My cat is 18 years old. She’s a forgetful, crotchety dreadlocked ball of raspy-voiced meows. She poops on my bedroom floor. Her claws no longer retract and I’ve rescued her a few times with her paw stuck in a piece of fabric while she dangles, balanced on her back legs, looking at me with her hazy unfocused eyes as if to say What in the fuck is happening to me? I’m fairly sure she forgets where she is from time to time, and her moments of lucidity are comical in a bittersweet way.

Admittedly, I spent the last few years more resentful towards her than affectionate. I’d joke with an underlying sense of seriousness that maybe, juuuuuust maybe she would pass away. I have googled “how to euthanize your cat”. Her time should be up, you guys. I was so done with her constant meowing, discovering (and cleaning up) her fecal treasures in the computer room or our bedroom, trimming her goddawful clumpy cat-dreads since she couldn’t clean her self any longer. I was okay with her dying.

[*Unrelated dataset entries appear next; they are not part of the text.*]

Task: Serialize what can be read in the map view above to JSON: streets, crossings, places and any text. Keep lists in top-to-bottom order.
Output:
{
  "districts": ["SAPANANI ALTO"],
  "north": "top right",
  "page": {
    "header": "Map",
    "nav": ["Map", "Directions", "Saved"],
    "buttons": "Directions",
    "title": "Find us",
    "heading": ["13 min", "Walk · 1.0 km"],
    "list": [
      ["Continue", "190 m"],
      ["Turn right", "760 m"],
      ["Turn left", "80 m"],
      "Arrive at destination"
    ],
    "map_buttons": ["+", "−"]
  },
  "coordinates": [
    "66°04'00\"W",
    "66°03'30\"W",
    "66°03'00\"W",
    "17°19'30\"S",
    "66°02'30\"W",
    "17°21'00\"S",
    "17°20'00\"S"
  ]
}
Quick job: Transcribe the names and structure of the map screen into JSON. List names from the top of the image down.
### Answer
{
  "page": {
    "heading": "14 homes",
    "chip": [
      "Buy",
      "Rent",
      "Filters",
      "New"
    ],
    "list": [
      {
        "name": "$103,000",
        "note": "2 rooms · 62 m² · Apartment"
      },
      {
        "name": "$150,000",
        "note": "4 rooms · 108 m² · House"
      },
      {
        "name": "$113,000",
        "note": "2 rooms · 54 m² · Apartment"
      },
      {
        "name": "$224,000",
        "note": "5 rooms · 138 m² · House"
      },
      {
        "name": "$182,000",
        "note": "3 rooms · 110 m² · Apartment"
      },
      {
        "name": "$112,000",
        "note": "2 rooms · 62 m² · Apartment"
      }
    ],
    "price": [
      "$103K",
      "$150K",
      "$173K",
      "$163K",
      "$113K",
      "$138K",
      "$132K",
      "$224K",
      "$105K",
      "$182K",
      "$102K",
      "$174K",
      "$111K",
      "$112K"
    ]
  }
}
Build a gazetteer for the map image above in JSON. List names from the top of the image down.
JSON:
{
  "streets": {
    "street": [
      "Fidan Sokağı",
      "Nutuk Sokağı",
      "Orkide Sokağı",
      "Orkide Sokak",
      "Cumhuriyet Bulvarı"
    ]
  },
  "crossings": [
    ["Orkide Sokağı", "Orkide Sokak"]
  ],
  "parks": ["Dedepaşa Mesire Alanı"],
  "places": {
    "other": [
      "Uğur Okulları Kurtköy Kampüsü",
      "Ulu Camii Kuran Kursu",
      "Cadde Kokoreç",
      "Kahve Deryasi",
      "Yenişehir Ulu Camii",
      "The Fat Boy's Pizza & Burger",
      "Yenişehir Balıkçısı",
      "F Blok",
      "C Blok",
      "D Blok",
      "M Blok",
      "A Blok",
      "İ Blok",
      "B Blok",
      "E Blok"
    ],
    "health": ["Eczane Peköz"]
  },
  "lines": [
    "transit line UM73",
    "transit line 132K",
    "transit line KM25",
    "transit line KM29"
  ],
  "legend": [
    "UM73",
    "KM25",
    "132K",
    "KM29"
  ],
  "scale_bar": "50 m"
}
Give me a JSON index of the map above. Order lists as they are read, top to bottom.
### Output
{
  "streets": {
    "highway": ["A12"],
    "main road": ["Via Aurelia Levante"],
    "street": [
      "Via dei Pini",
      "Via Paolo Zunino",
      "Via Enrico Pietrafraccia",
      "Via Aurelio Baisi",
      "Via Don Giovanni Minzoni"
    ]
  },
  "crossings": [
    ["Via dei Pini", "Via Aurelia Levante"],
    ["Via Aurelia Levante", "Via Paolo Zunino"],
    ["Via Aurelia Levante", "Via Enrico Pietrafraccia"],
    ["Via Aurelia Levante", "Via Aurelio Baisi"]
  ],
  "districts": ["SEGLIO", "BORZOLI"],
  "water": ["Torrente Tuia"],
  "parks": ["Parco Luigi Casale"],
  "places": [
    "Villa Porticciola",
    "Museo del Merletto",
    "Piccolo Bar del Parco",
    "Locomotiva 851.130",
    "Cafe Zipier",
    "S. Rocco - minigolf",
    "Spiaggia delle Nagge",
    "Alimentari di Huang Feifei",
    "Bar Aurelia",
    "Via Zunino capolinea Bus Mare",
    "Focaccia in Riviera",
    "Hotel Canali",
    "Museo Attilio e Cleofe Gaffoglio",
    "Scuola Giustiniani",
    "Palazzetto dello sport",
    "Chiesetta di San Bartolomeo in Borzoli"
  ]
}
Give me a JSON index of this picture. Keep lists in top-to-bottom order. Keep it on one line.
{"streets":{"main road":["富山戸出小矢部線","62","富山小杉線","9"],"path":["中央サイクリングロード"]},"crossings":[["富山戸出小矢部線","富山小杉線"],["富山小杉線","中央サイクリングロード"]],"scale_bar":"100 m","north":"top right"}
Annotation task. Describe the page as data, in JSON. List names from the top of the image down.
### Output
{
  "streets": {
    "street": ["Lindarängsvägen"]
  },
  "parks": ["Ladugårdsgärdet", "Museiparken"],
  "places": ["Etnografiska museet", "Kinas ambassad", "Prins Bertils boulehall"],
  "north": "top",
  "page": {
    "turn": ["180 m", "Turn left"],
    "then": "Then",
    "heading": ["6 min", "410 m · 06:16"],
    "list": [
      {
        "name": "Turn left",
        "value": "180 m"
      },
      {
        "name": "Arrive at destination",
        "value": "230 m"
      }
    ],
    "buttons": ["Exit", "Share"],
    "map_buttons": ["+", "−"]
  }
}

But then I remembered that they are deserving of your love and devotion from the moment they come into your life until the moment they leave it. They deserve your love, for better or worse and in sickness and in health. They need you when they’re a tiny ball of fluffy kitten that chases crumpled balls of tinfoil thrown down the hallway, or when they pounce on your face at 4 am. Exasperation and anger need to be checked when yet another regurgitated mouse is deposited on your doorstep. Love is given during the nightly cuddles, as aging steps in and bit by bit takes away the pet you knew and replaces it with a pet you need to get to know and love even more. These little sparks of light are not meant to be turfed to the wayside just because they’re annoying and old and smelly. In fact, this is when that true love really shines, when cuteness isn’t that beacon that draws you in with snuggles and soft affection. No, I realize now that my devotion and yes, my love for my old cat needs to be stronger than ever as she travels down this road to the end of her sweet little life.

In remembering this, I have found that I really do love her and enjoy our cuddles. Her purring and soft warm body won’t be here much longer, so I bid myself to enjoy these moments and let her know that she is safe and loved. Always.